Look for the word "canvas" in the entries below, then copy every line that has it.

[Stored items]
▶
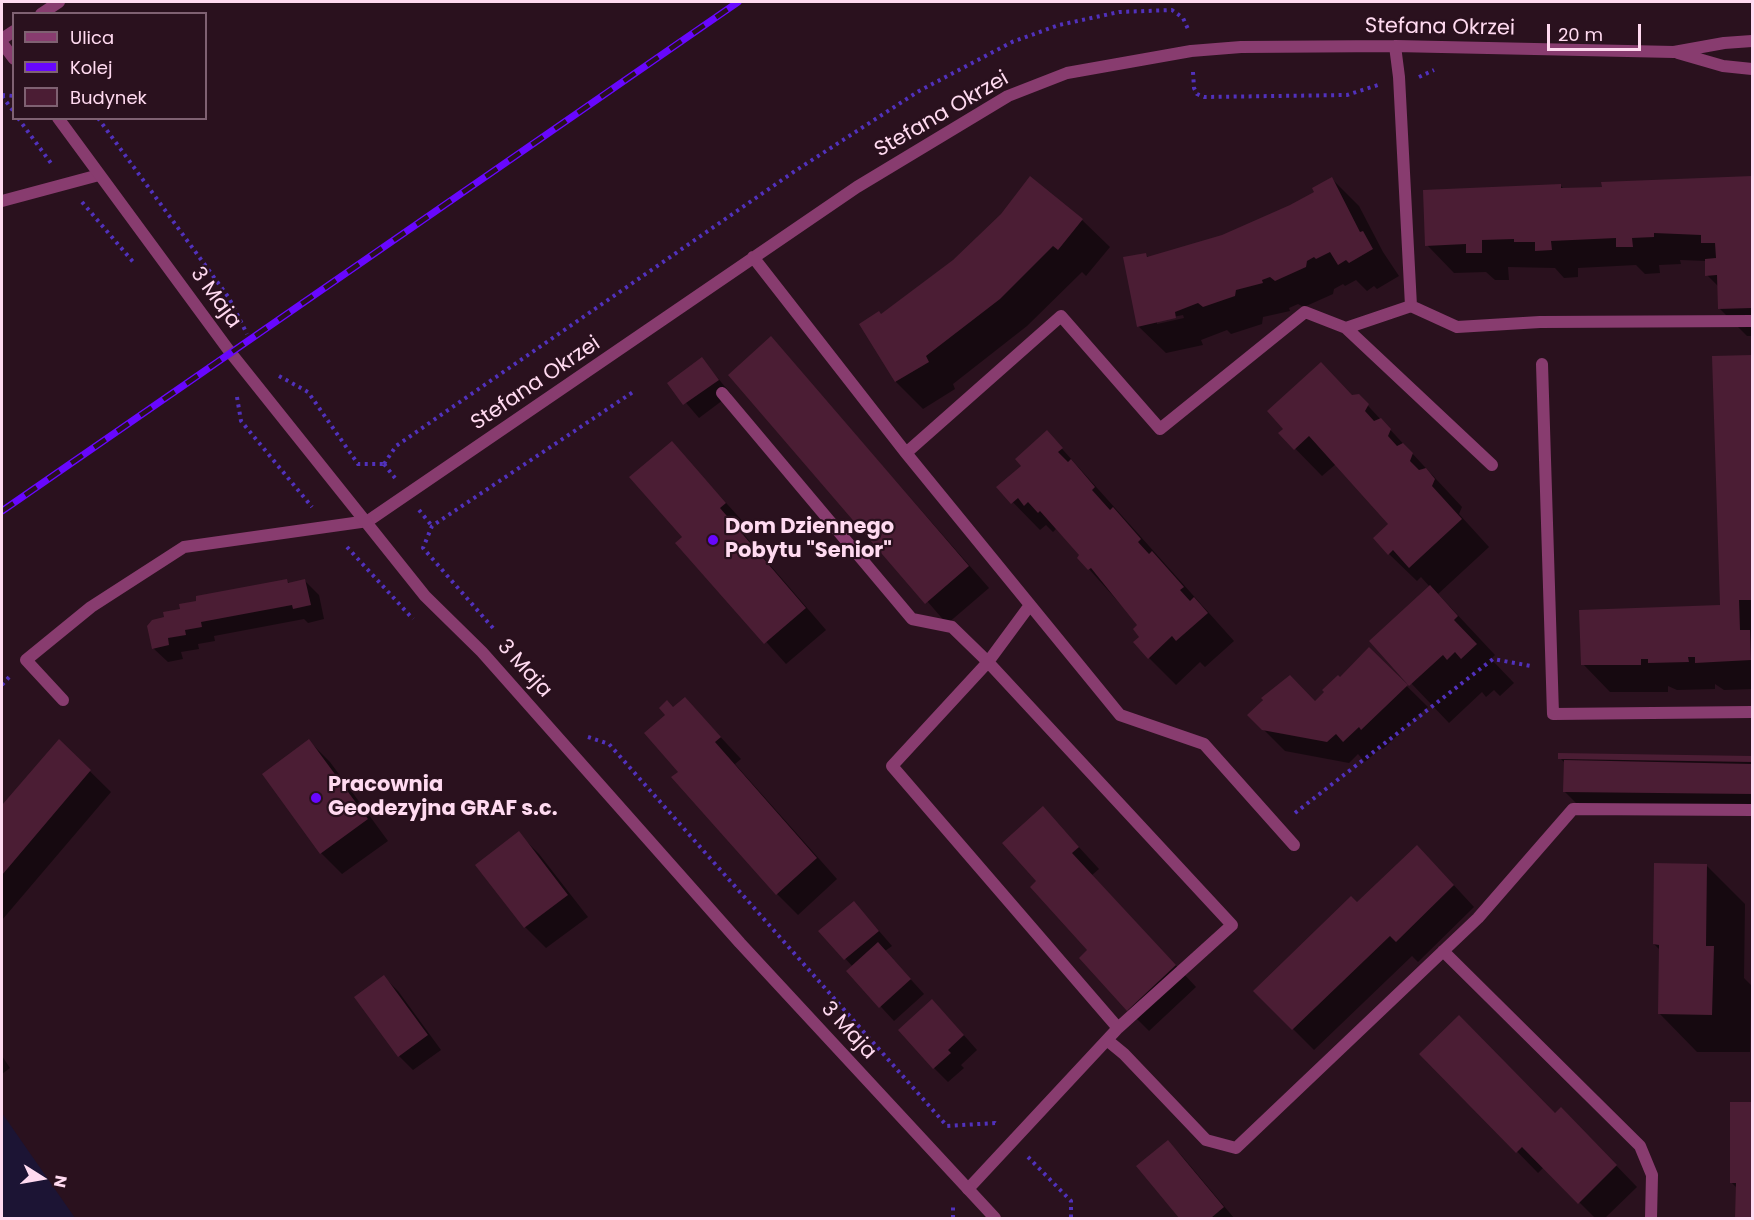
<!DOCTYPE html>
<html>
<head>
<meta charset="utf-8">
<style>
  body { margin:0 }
  #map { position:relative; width:1754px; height:1220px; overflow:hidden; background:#2a111e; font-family:Poppins,sans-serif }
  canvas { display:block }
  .frame { position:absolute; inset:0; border:3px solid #ffdaf0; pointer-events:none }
  .legend { position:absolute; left:12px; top:12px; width:195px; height:108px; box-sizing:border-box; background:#2a111e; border:2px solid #7f6172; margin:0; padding:8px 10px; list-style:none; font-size:18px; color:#ffdaf0 }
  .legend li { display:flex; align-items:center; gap:12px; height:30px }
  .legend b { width:30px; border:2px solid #7f6172 }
  .north { position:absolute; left:12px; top:1148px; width:60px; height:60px; -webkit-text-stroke:4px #2a111e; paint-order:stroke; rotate:101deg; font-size:16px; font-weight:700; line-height:24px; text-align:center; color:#ffdaf0 }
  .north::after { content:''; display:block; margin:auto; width:21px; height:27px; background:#ffdaf0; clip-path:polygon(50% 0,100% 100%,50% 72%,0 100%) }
  .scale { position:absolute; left:1547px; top:24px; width:94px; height:27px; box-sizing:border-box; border:3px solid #ffdaf0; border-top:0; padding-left:8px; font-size:18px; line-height:21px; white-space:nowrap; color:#ffdaf0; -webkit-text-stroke:4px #2a111e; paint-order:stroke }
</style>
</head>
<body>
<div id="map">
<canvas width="1754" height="1220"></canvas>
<div class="frame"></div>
<ul class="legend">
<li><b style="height:8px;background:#883c6f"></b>Ulica</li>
<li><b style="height:8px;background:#6807fe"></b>Kolej</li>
<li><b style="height:16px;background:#4b1d34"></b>Budynek</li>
</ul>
<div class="north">N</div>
<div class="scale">20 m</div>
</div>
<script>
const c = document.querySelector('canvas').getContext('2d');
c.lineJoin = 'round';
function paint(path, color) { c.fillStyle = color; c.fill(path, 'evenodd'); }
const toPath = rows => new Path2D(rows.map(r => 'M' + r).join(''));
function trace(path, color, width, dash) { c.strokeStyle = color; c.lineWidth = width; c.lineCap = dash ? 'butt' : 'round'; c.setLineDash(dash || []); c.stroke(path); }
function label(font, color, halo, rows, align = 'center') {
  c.font = font + ' Poppins,sans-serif'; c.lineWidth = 4.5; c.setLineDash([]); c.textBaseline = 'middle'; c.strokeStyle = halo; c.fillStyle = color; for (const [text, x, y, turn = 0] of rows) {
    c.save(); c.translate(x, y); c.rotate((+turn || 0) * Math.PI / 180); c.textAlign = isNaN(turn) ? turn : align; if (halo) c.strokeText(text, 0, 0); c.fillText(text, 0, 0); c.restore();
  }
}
const green = toPath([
  [2,1113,75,1218,2,1218]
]);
const shadow = toPath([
  [1030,178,1082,220,1110,247,1086,276,1082,272,1027,326,953,384,955,389,923,409,896,382,861,324,881,316,954,261,1002,215],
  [1331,178,1359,206,1383,252,1399,276,1377,289,1374,286,1367,291,1356,280,1345,286,1343,284,1334,289,1333,294,1304,307,1298,304,1289,308,1290,311,1263,317,1262,324,1231,334,1227,330,1201,340,1203,345,1166,353,1138,326,1146,255,1149,258,1222,236,1290,206,1316,192],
  [1183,315,1184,318,1157,324,1157,320],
  [1752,178,1752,336,1747,336,1720,309,1719,287,1707,275,1706,261,1680,260,1681,264,1659,265,1660,273,1645,274,1636,265,1578,268,1578,277,1564,278,1555,268,1508,267,1509,280,1495,280,1486,272,1454,273,1427,245,1561,186,1565,190],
  [771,338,989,588,947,624,731,375],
  [1752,356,1752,689,1724,690,1715,684,1715,689,1677,690,1668,686,1668,692,1610,692,1583,664,1722,607,1713,357],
  [702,359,731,394,699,418,669,383],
  [1358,395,1462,507,1459,514,1489,547,1438,594,1495,655,1491,659,1514,683,1500,696,1494,690,1486,697,1482,692,1449,723,1371,641,1430,587,1421,577,1417,581,1389,554,1390,524,1336,464,1322,476,1280,433],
  [1047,432,1234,641,1205,667,1200,662,1176,685,1149,658,1139,625,1089,569,1081,555,1056,529,1053,532,1046,525,1040,530,998,487,1023,466],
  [672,443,746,525,740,530,826,630,786,664,678,543,684,538],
  [286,580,290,584,305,581,319,595,324,619,308,623,304,619,214,636,215,641,198,644,199,649,181,652,183,659,168,662,153,648,149,626],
  [1369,649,1428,707,1383,749,1381,748,1365,762,1358,754,1349,763,1285,751,1249,715,1274,688,1315,703],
  [685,699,741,759,735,764,837,879,798,915,777,894,680,772,667,715],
  [59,741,111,792,2,920,2,807],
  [309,741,330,762,388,841,342,874,321,853],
  [1560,754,1752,758,1752,815,1586,813,1565,792,1566,764,1560,758],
  [1043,808,1099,869,1092,875,1196,987,1149,1031,1128,1010,1089,950,1038,881],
  [518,833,539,854,588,917,546,948,525,927,477,865],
  [1707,866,1745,904,1744,978,1751,985,1750,1052,1697,1052,1659,1013,1660,950,1654,944],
  [1438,868,1474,907,1418,962,1412,956,1314,1050,1255,991,1357,904],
  [867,917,892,946,885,951,924,994,894,1021,848,971,853,967,820,931],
  [384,977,398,991,441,1050,413,1070,399,1056],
  [946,1015,977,1050,961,1065,964,1068,948,1082,934,1068],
  [1422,1054,1555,1115,1582,1130,1637,1187,1605,1218,1595,1218,1544,1167,1538,1173],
  [2,1056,10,1068,2,1074],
  [1732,1103,1752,1104,1752,1218,1737,1218,1737,1188,1731,1182],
  [1168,1142,1182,1156,1234,1218,1181,1218,1138,1167]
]);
const building = toPath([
  [1030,176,1083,219,1058,250,1053,246,1000,299,926,356,929,362,895,382,859,324,879,311,881,314,953,260,1001,214],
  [1752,176,1752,308,1718,309,1717,275,1705,276,1705,259,1716,258,1715,243,1701,243,1701,235,1654,233,1654,237,1632,238,1633,247,1616,247,1616,238,1551,241,1552,250,1535,251,1535,242,1514,242,1514,239,1482,240,1482,253,1466,253,1466,244,1425,246,1423,190,1561,184,1561,188,1602,187,1601,182],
  [1332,177,1360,232,1363,231,1373,249,1349,263,1346,260,1338,265,1330,252,1316,259,1314,257,1307,261,1306,267,1275,281,1270,277,1262,280,1263,283,1236,290,1235,296,1203,307,1198,303,1175,312,1176,318,1137,327,1123,257,1146,253,1147,257,1222,235,1290,205,1314,192,1312,188],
  [771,336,969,566,925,604,728,375],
  [1752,355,1752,600,1739,600,1740,630,1750,630,1751,660,1695,663,1695,657,1688,657,1689,662,1648,663,1648,659,1641,659,1641,665,1581,665,1579,610,1720,605,1712,356],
  [702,357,719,380,683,405,667,383],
  [1321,362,1352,395,1359,394,1369,404,1365,411,1374,421,1381,418,1391,429,1388,436,1397,446,1403,443,1413,453,1410,461,1419,470,1426,468,1435,479,1432,486,1462,519,1409,568,1393,550,1388,555,1373,538,1388,524,1309,436,1294,450,1278,433,1283,429,1267,411],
  [1047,430,1063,448,1058,452,1068,462,1071,459,1095,487,1092,490,1110,510,1113,507,1141,539,1138,542,1149,554,1152,551,1184,587,1180,590,1190,601,1194,597,1208,613,1176,641,1172,636,1148,659,1133,642,1139,637,1133,629,1137,625,1091,568,1088,570,1077,558,1079,555,1040,511,1038,513,1028,502,1024,506,1018,498,1011,504,996,487,1021,466,1015,459],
  [672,441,726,503,720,508,806,608,764,644,675,543,682,537,629,477],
  [287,579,288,583,305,579,311,605,293,609,292,605,201,622,202,627,185,630,186,635,168,638,169,645,152,649,147,626,152,620,164,617,163,612,180,609,179,604,196,601,196,596],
  [1430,585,1458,616,1454,620,1477,644,1461,659,1455,652,1447,660,1443,655,1409,686,1369,641],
  [1369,647,1408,685,1361,730,1359,727,1343,742,1336,734,1327,742,1262,730,1247,715,1263,700,1261,698,1290,675,1315,701,1324,692,1322,690,1338,675,1340,677],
  [685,697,721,737,715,742,817,858,776,895,671,777,678,772,644,733,665,715,659,708,667,700,673,707],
  [59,739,91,770,2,875,2,805],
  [309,739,368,819,320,854,262,774],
  [1558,753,1752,756,1752,762,1558,759],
  [1564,760,1752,764,1752,794,1563,792],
  [1043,806,1079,847,1072,853,1176,965,1127,1011,1079,958,1087,950,1030,887,1036,881,1002,843],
  [519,831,568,895,524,928,475,865],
  [1417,845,1454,885,1396,942,1390,936,1292,1030,1253,991,1351,896,1357,902],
  [1654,863,1707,864,1706,946,1714,946,1712,1015,1658,1014,1659,945,1653,944],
  [854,901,879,931,844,960,818,931],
  [878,942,911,979,879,1008,846,971],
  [384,975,428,1035,398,1057,354,997],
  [932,999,964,1035,948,1050,951,1053,933,1069,898,1030],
  [1459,1015,1555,1113,1561,1107,1617,1165,1578,1204,1522,1147,1516,1153,1419,1054],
  [1730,1102,1752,1102,1752,1218,1735,1218,1736,1183,1730,1183],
  [1168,1140,1224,1207,1211,1218,1179,1218,1136,1166]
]);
const path = toPath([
  [1193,72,1194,88,1197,94,1204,97,1347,95,1378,85],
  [1419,77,1434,70],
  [2,95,14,96],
  [2,96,14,112],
  [18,118,53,166],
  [98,118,229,298,247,334],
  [82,202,134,263],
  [279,376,308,392,358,464,384,464],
  [237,397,241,421,312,507],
  [384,464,396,446,795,171,919,91,1012,42,1059,25,1119,12,1172,10,1183,18,1188,29],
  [384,464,395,478],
  [419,510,432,526],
  [347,547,413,619],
  [493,628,423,548,432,526,633,392],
  [2,685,11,675],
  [588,737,609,744,947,1126,995,1123,998,1126],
  [1295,813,1493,659,1531,666],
  [1028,1157,1071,1201,1071,1218],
  [953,1218,953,1207]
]);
const service = toPath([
  [41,14,59,2],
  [2,39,14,31],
  [2,201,99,175],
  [63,700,26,660,91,607,184,547,368,521]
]);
const minor = toPath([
  [1395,46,1399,77,1411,306],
  [1678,53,1723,66,1752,69],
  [753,257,906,453,1120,715,1204,744,1294,845],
  [1346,328,1411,306,1457,327,1540,322,1752,321],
  [1542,364,1553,714,1752,712],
  [722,393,912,619,952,627,988,662,1232,925,1118,1028,968,1189],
  [906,453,1061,316,1160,429,1305,312,1346,328,1492,465],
  [368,521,857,187,1008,96,1067,73,1191,51,1241,47,1395,46,1674,52,1724,43,1752,41],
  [1030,605,988,662,892,766,1118,1028],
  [1443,951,1640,1146,1652,1175,1651,1218],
  [1107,1040,1124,1054,1206,1140,1236,1148,1478,918,1573,809,1752,810]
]);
const tertiary = toPath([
  [2,43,14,59],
  [58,118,230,352,425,596,482,652,740,943,995,1218]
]);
const rail = toPath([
  [2,511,738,2]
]);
const markers = [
  [713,540,6,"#6807fe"],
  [316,798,6,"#6807fe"]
];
const streetNames = [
  ["Stefana Okrzei",1440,28,1],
  ["Stefana Okrzei",942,115,-30],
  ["3 Maja",215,298,54],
  ["Stefana Okrzei",536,384,-34],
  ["3 Maja",524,669,48],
  ["3 Maja",848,1031,47]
];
const poiNames = [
  ["Dom Dziennego",725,528],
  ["Pobytu \"Senior\"",725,552],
  ["Pracownia",328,786],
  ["Geodezyjna GRAF s.c.",328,810]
];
paint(green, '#1c1434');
paint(shadow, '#0007');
paint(building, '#4b1d34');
trace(path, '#5131bc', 4, [3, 4.5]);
trace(service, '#883c6f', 12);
trace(minor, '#883c6f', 12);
trace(tertiary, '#883c6f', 12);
trace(rail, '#6807fe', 7);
trace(rail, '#2a111e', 4.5, [14]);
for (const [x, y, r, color] of markers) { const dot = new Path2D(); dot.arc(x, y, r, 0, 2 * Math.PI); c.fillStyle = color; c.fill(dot); trace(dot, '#2a111e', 2); }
label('21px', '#ffdaf0', '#2a111e', streetNames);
label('bold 21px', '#ffdaf0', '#2a111e', poiNames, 'left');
</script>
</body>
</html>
◀
## TASK RESPONSE:
  canvas { display:block }
<canvas width="1754" height="1220"></canvas>
const c = document.querySelector('canvas').getContext('2d');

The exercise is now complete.